Bead geometry is an important physical property that affects the welding joint performance and stress distribution in real-world conditions [19]. Several studies emphasize the importance of improving bead geometry for structural analysis [20]. The bead geometry includes the width, height, and penetration depth, as shown in Figure 1. Many welding parameters affect the bead geometry, such as the shielding gas, welding current, voltage, and welding speed [21,22]. The convexity index (H/W) of a weld is significantly influenced by thermal input and feeding speed. The H/W is employed as a metric to assess the level of convexity or curvature in a weld bead. It is obtained by dividing the object’s height (H) by its width (W). This index provides the units of measurement and serves the purpose of describing the weld’s shape or curvature. When the input and feeding speed increases, the level of curvature decreases. Furthermore, it is noteworthy that the toe angle of the weld deposit rises as the bead height increases, but it declines with an increase in bead width, as reported by Adak et al. [21]. Moreover, the width of the weld will decrease with an increase in current, but the penetration depth will increase [16]. The width and the penetration of welded beads depend on the polarity used during welding. When direct current electrode positive (DCEP) polarity is used, the thermal energy is concentrated at the anode, leading to higher values for width and penetration depth. Conversely, direct current electrode negative (DCEN) polarity has lower thermal energy at the anode, resulting in narrower beads and shallower penetration. This is according to research by Singh et al. [23]. Therefore, selecting the appropriate polarity is essential in achieving the desired welded bead parameters. The influence of GMAW parameters, including voltage, current, and welding speed, on the geometry of stainless steel 316 beads was investigated by Saha et al. [24] (width, height, and penetration). Arya et al. [25] also investigated the effect of welding parameters such as the nozzle-to-plate distance and the plate thickness on bead geometry. Narang et al. [26] studied a welding joint carried on stainless steel 409L to explore the most influential MIG welding parameter impacting bead geometry and its effects on the mechanical properties. Taguchi analysis was used by Esme et al. [27] to optimize the bead geometry (width, height, and penetration) of welded joints.

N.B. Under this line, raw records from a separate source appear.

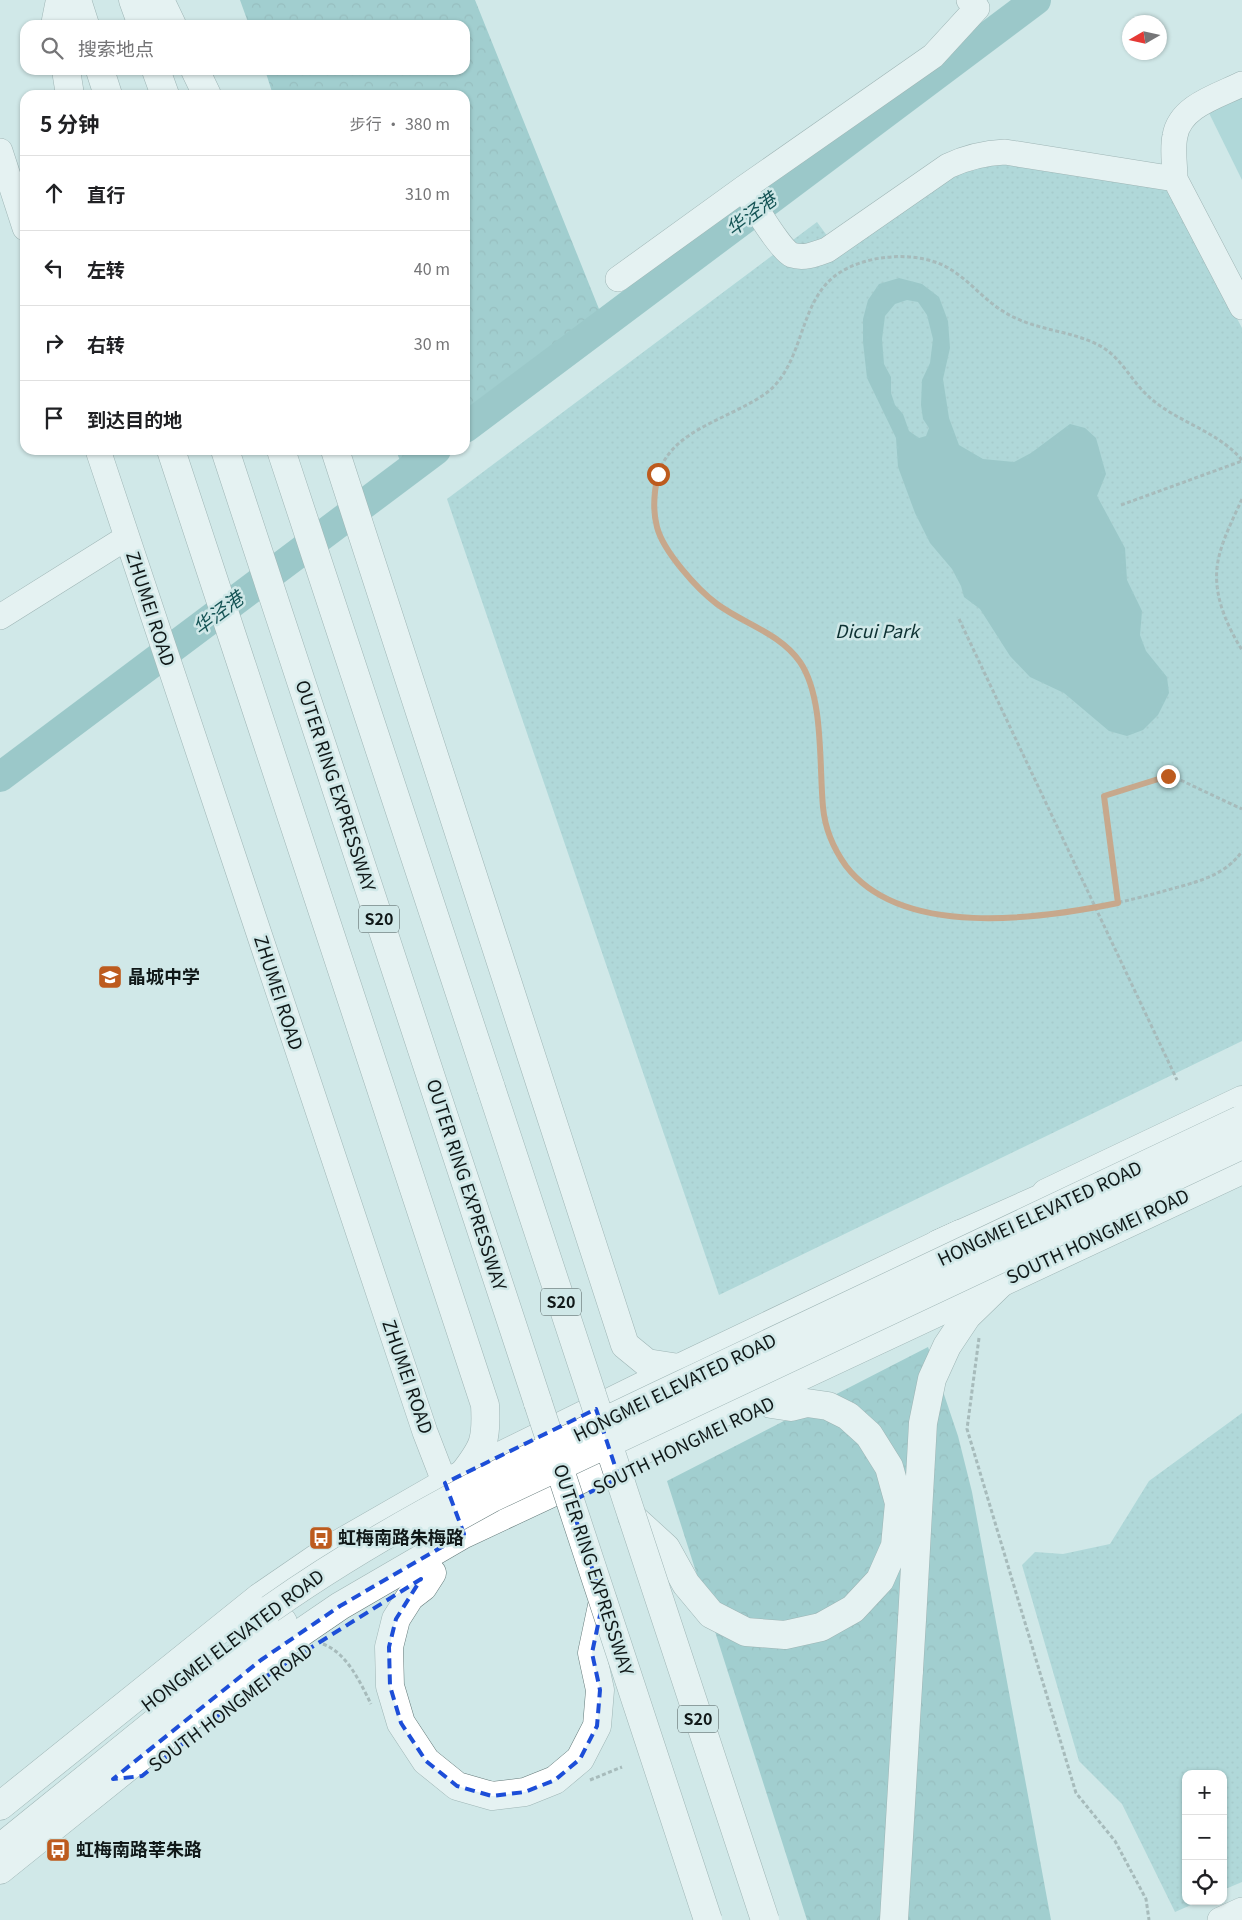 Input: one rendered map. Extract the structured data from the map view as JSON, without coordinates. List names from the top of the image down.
{
  "streets": {
    "main road": [
      "OUTER RING EXPRESSWAY",
      "S20",
      "HONGMEI ELEVATED ROAD",
      "SOUTH HONGMEI ROAD"
    ],
    "street": ["ZHUMEI ROAD"]
  },
  "crossings": [
    ["ZHUMEI ROAD", "SOUTH HONGMEI ROAD"]
  ],
  "water": ["华泾港"],
  "parks": ["Dicui Park"],
  "places": {
    "school or university": ["晶城中学"],
    "bus stop": ["虹梅南路朱梅路", "虹梅南路莘朱路"]
  },
  "north": "left",
  "page": {
    "search": "搜索地点",
    "heading": ["5 分钟", "步行 · 380 m"],
    "list": [
      ["直行", "310 m"],
      ["左转", "40 m"],
      ["右转", "30 m"],
      "到达目的地"
    ],
    "map_buttons": ["+", "−"]
  }
}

Distortion can occur during welding when the workpiece is exposed to uneven heating and cooling. This causes the workpiece to contract and expand, resulting in a difference between the workpiece’s initial and final dimensions. To prevent distortion, it is essential to distribute the heat uniformly throughout the workpiece during welding [28]. The dimensional changes caused by distortion can fail the workpiece. Therefore, it is essential to minimize distortion during welding as much as possible. This can be achieved by selecting appropriate welding parameters, which significantly affect the degree of distortion [23]. Distortions may take several forms, including bending, transverse shrinkage, angular distortion, rotational distortion [29], and buckling distortion [30]. Figure 2A,B shows two common distortions [31]. The welding current is the most influential parameter impacting angular distortion, according to a study by Aggarwal et al. [32], who also studied the effects of welding speed and torch angle. The effect of the bead geometry on angular distortion during TIG welding was studied by Rong et al. [33]. Pandit et al. [34] demonstrated that increasing the input heat (current) also increased the angular distortion. Furthermore, the distortion is further influenced by the depth of the welding, the variety of the materials being welded, and the thickness of the plate [35].

MIG welding uses Ar and He as inert gases, which may be used individually or as a composition, as well as in MAG welding, which uses active gases such as CO₂ and O₂ [36]. The shielding gas rate and the gas composition affect the welding joints and materials differently. It is important to carefully select the proper gas and metal for each welding process [37,38]. Kah and Mvola [38] have provided guideline tables illustrating the characteristics of gases and materials to facilitate the selection of gases (the shielding gas standard EN ISO 14175) [39]. Another critical aspect is utilizing the regulator valve to keep the gas pressure and gas flow steady during the welding process (between 0.021 and 0.05 MPa and 14 and 18 L/min, respectively) [40]. Thus, the automatic gas flow was used to reduce gas consumption and improve the welding process [41]. Furthermore, choke flow was used by Kim et al. [42] to maintain the flow rate and minimize fluctuations, whereas the gas flow rate was high to avoid the obstacles that had accumulated in the gun nozzle.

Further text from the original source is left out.